>>

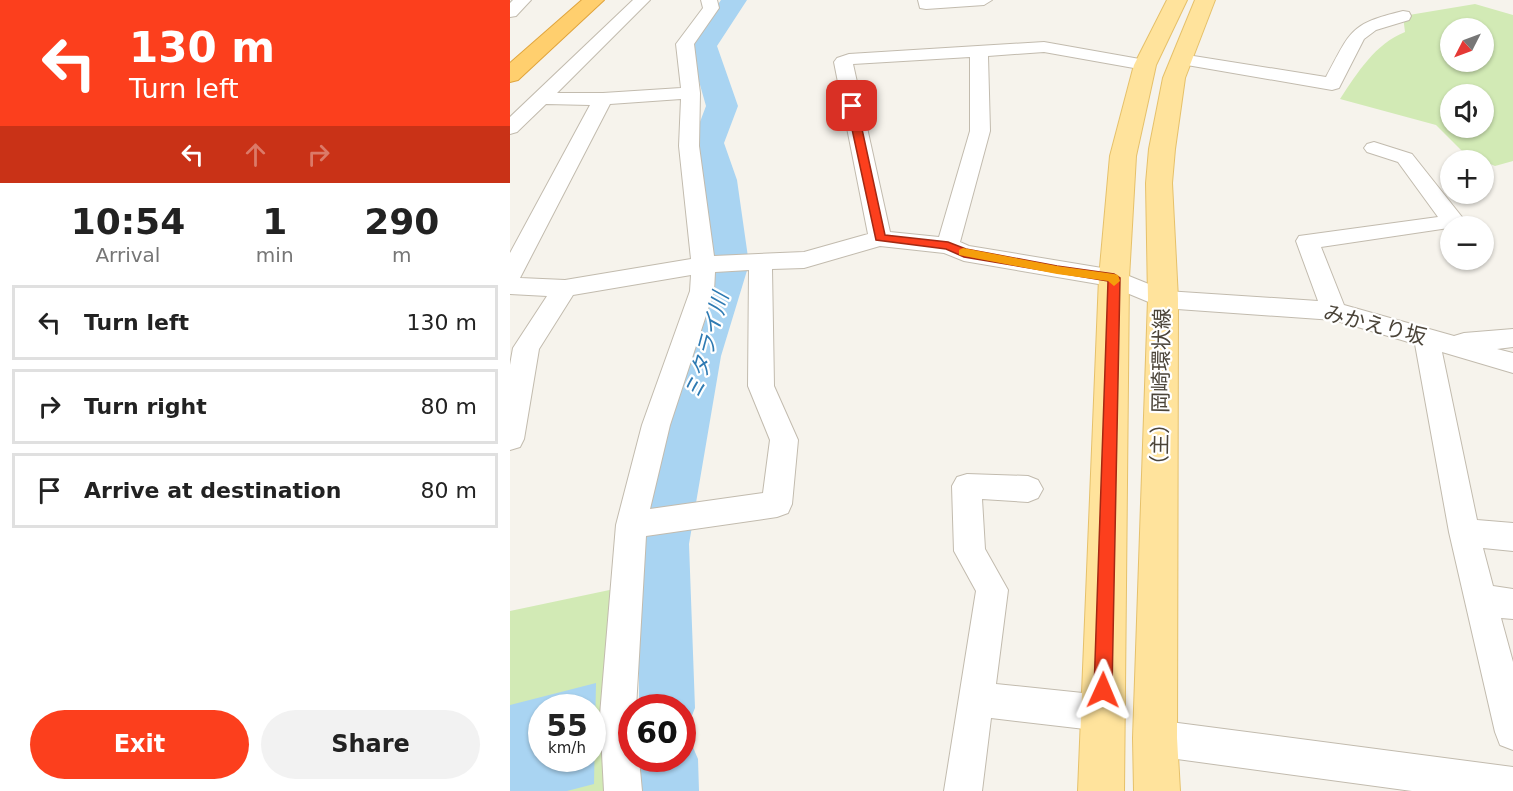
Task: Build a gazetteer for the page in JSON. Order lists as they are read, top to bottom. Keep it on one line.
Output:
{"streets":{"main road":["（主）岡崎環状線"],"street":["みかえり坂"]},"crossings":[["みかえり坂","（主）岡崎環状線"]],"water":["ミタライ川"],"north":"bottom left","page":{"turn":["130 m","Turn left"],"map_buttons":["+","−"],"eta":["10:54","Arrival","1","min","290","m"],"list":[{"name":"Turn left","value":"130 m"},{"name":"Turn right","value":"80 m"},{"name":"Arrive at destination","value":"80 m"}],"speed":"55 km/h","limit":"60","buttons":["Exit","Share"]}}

<<

> **Exercise brief**
Transcribe the whole of the data exactly, minus any pictures.

> **Written answer**
Task: Build a gazetteer for the page in JSON. Order lists as they are read, top to bottom. Keep it on one line.
Output:
{"streets":{"main road":["（主）岡崎環状線"],"street":["みかえり坂"]},"crossings":[["みかえり坂","（主）岡崎環状線"]],"water":["ミタライ川"],"north":"bottom left","page":{"turn":["130 m","Turn left"],"map_buttons":["+","−"],"eta":["10:54","Arrival","1","min","290","m"],"list":[{"name":"Turn left","value":"130 m"},{"name":"Turn right","value":"80 m"},{"name":"Arrive at destination","value":"80 m"}],"speed":"55 km/h","limit":"60","buttons":["Exit","Share"]}}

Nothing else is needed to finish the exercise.